Deconstruct the script for questions, clarifications and criticisms. We will allocate 10 minutes at the begining of Monday's lecture for this purpose.


home url: http://www.cems.uwe.ac.uk/~p-chatterjee/2015-16/modules/atwd1/assignment/examples/assignmentcodeexample2.html

Tuesday, 10 November 2015

ATWD1 Assignment: Code Example (1)

The original input file is a simple CSV file with 7 fields and 316 records. The first record is a header row.
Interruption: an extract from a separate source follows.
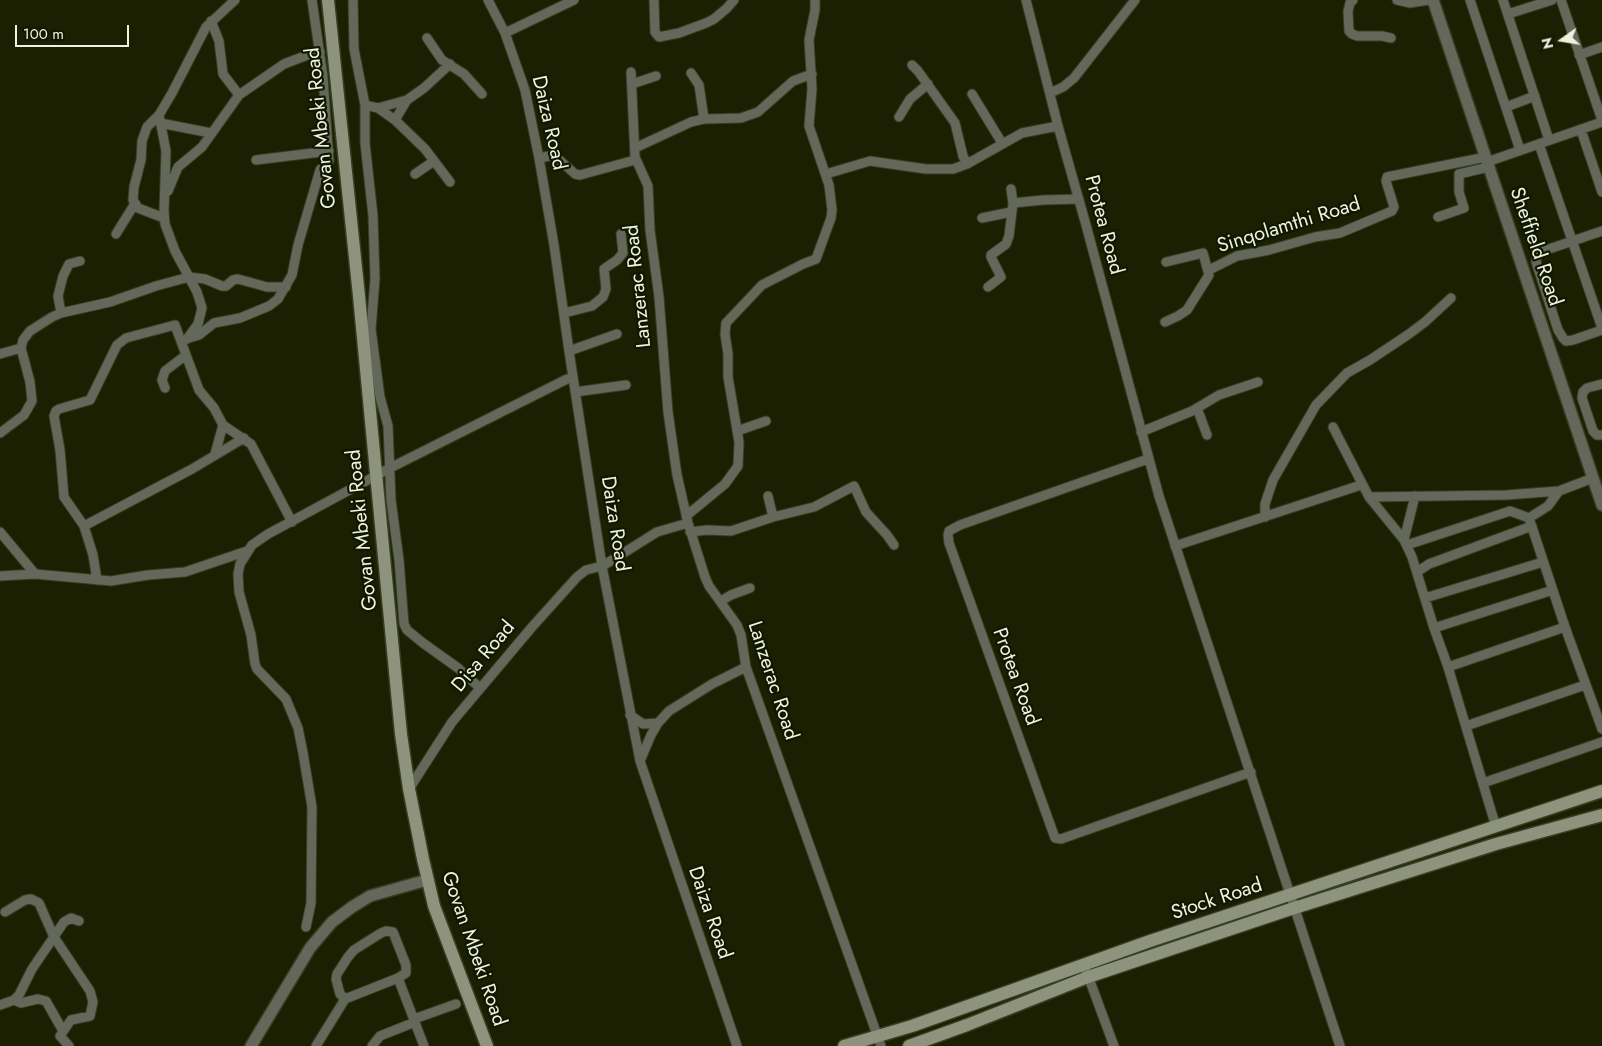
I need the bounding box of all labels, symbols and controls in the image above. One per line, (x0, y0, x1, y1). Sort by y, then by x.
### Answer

We can process this CSV file and generate a simple XML file very easily.

<?php
$i = 0;
$r = 0;
$columns = 0;
$file = "Quality_of_Life_-_Travel_to_Work_2013.csv";
$xml = '';
if (($handle = fopen($file, "r")) !== FALSE) {
$xml .= '<transport>';
while ($data = fgetcsv($handle, 2048, ",")) {
$i++;
if ($i == 1) {
$columns = count($data);
$header = $data;
} else {
$r++;
$xml .= '<record id="' . $r . '">';
# iterate over columns
for ($c = 0; $c < $columns; $c++) {
$xml .= "<$header[$c]>" . $data[$c] . "</$header[$c]>";
}
$xml .= '</record>';
}
}
$xml .= '</transport>';
}
fclose($handle);
# save the file as a DOM document
$doc = new DOMDocument();
$doc->loadXML($xml);
$doc->save("transport.xml");
# print out xml
echo header("Content-type: text/xml");
echo $xml;
?>
view raw csv_to_xml.php hosted with ❤ by GitHub

Run

The output file isn't optimal for processing and also contains some repeating (unecessary) data. The location node repeats data already in the lat./long. nodes and the year value is repeated too.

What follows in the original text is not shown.